Entries taken from a collection:

= Beginning of Section =

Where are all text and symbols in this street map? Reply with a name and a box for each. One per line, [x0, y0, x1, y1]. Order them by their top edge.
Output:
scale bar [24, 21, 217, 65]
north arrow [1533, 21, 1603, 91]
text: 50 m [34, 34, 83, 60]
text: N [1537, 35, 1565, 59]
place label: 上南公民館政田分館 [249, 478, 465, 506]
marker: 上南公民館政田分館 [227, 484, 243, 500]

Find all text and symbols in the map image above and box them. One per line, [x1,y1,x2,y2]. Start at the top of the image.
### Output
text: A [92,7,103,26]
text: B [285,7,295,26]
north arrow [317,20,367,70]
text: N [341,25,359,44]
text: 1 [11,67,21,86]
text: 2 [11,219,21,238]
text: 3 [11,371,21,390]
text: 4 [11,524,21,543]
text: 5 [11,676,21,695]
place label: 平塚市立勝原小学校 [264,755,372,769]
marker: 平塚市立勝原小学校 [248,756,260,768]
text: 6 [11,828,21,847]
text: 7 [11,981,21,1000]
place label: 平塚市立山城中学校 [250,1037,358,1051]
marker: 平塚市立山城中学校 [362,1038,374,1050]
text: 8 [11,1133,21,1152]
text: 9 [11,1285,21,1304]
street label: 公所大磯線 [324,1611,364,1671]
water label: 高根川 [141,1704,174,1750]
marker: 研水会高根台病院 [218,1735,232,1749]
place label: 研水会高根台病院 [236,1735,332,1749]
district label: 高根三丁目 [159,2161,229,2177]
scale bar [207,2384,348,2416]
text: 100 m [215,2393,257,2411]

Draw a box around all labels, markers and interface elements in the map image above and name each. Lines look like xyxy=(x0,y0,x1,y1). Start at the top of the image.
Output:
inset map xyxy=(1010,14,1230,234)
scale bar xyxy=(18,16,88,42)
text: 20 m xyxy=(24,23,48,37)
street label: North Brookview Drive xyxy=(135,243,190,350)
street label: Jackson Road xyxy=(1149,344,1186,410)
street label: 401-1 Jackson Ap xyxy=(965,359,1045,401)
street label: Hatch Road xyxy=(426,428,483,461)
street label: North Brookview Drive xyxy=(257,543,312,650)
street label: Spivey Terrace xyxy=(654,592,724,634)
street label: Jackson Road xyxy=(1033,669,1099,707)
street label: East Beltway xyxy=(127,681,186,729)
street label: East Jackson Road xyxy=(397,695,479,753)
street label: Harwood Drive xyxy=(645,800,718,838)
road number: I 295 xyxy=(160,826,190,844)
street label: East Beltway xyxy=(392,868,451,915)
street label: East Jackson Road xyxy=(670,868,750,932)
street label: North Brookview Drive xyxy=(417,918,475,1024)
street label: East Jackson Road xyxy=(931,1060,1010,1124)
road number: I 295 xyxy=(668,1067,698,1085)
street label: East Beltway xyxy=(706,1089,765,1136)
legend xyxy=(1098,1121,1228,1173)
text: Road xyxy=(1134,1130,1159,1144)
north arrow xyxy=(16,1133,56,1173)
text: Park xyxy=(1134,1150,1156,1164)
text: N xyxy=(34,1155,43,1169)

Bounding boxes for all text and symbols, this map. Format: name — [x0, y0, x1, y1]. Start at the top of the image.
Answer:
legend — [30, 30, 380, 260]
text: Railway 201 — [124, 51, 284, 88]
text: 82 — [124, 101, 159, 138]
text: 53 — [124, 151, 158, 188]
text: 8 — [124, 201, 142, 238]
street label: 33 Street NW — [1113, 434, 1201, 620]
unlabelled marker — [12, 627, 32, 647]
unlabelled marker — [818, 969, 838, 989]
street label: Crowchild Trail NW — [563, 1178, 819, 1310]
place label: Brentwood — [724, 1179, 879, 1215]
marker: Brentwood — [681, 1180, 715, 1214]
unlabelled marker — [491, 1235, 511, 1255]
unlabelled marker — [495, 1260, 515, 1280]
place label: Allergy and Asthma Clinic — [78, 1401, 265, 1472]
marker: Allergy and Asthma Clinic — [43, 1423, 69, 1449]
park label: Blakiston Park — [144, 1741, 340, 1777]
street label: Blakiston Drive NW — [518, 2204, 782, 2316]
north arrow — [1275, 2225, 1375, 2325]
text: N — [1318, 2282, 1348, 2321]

= End of Section =

**Task statement:**
Each entry, from start to finish, must be restated exactly.

**Task result:**
Where are all text and symbols in this street map? Reply with a name and a box for each. One per line, [x0, y0, x1, y1]. Order them by their top edge.
Output:
scale bar [24, 21, 217, 65]
north arrow [1533, 21, 1603, 91]
text: 50 m [34, 34, 83, 60]
text: N [1537, 35, 1565, 59]
place label: 上南公民館政田分館 [249, 478, 465, 506]
marker: 上南公民館政田分館 [227, 484, 243, 500]

Find all text and symbols in the map image above and box them. One per line, [x1,y1,x2,y2]. Start at the top of the image.
### Output
text: A [92,7,103,26]
text: B [285,7,295,26]
north arrow [317,20,367,70]
text: N [341,25,359,44]
text: 1 [11,67,21,86]
text: 2 [11,219,21,238]
text: 3 [11,371,21,390]
text: 4 [11,524,21,543]
text: 5 [11,676,21,695]
place label: 平塚市立勝原小学校 [264,755,372,769]
marker: 平塚市立勝原小学校 [248,756,260,768]
text: 6 [11,828,21,847]
text: 7 [11,981,21,1000]
place label: 平塚市立山城中学校 [250,1037,358,1051]
marker: 平塚市立山城中学校 [362,1038,374,1050]
text: 8 [11,1133,21,1152]
text: 9 [11,1285,21,1304]
street label: 公所大磯線 [324,1611,364,1671]
water label: 高根川 [141,1704,174,1750]
marker: 研水会高根台病院 [218,1735,232,1749]
place label: 研水会高根台病院 [236,1735,332,1749]
district label: 高根三丁目 [159,2161,229,2177]
scale bar [207,2384,348,2416]
text: 100 m [215,2393,257,2411]

Draw a box around all labels, markers and interface elements in the map image above and name each. Lines look like xyxy=(x0,y0,x1,y1). Start at the top of the image.
Output:
inset map xyxy=(1010,14,1230,234)
scale bar xyxy=(18,16,88,42)
text: 20 m xyxy=(24,23,48,37)
street label: North Brookview Drive xyxy=(135,243,190,350)
street label: Jackson Road xyxy=(1149,344,1186,410)
street label: 401-1 Jackson Ap xyxy=(965,359,1045,401)
street label: Hatch Road xyxy=(426,428,483,461)
street label: North Brookview Drive xyxy=(257,543,312,650)
street label: Spivey Terrace xyxy=(654,592,724,634)
street label: Jackson Road xyxy=(1033,669,1099,707)
street label: East Beltway xyxy=(127,681,186,729)
street label: East Jackson Road xyxy=(397,695,479,753)
street label: Harwood Drive xyxy=(645,800,718,838)
road number: I 295 xyxy=(160,826,190,844)
street label: East Beltway xyxy=(392,868,451,915)
street label: East Jackson Road xyxy=(670,868,750,932)
street label: North Brookview Drive xyxy=(417,918,475,1024)
street label: East Jackson Road xyxy=(931,1060,1010,1124)
road number: I 295 xyxy=(668,1067,698,1085)
street label: East Beltway xyxy=(706,1089,765,1136)
legend xyxy=(1098,1121,1228,1173)
text: Road xyxy=(1134,1130,1159,1144)
north arrow xyxy=(16,1133,56,1173)
text: Park xyxy=(1134,1150,1156,1164)
text: N xyxy=(34,1155,43,1169)

Bounding boxes for all text and symbols, this map. Format: name — [x0, y0, x1, y1]. Start at the top of the image.
Answer:
legend — [30, 30, 380, 260]
text: Railway 201 — [124, 51, 284, 88]
text: 82 — [124, 101, 159, 138]
text: 53 — [124, 151, 158, 188]
text: 8 — [124, 201, 142, 238]
street label: 33 Street NW — [1113, 434, 1201, 620]
unlabelled marker — [12, 627, 32, 647]
unlabelled marker — [818, 969, 838, 989]
street label: Crowchild Trail NW — [563, 1178, 819, 1310]
place label: Brentwood — [724, 1179, 879, 1215]
marker: Brentwood — [681, 1180, 715, 1214]
unlabelled marker — [491, 1235, 511, 1255]
unlabelled marker — [495, 1260, 515, 1280]
place label: Allergy and Asthma Clinic — [78, 1401, 265, 1472]
marker: Allergy and Asthma Clinic — [43, 1423, 69, 1449]
park label: Blakiston Park — [144, 1741, 340, 1777]
street label: Blakiston Drive NW — [518, 2204, 782, 2316]
north arrow — [1275, 2225, 1375, 2325]
text: N — [1318, 2282, 1348, 2321]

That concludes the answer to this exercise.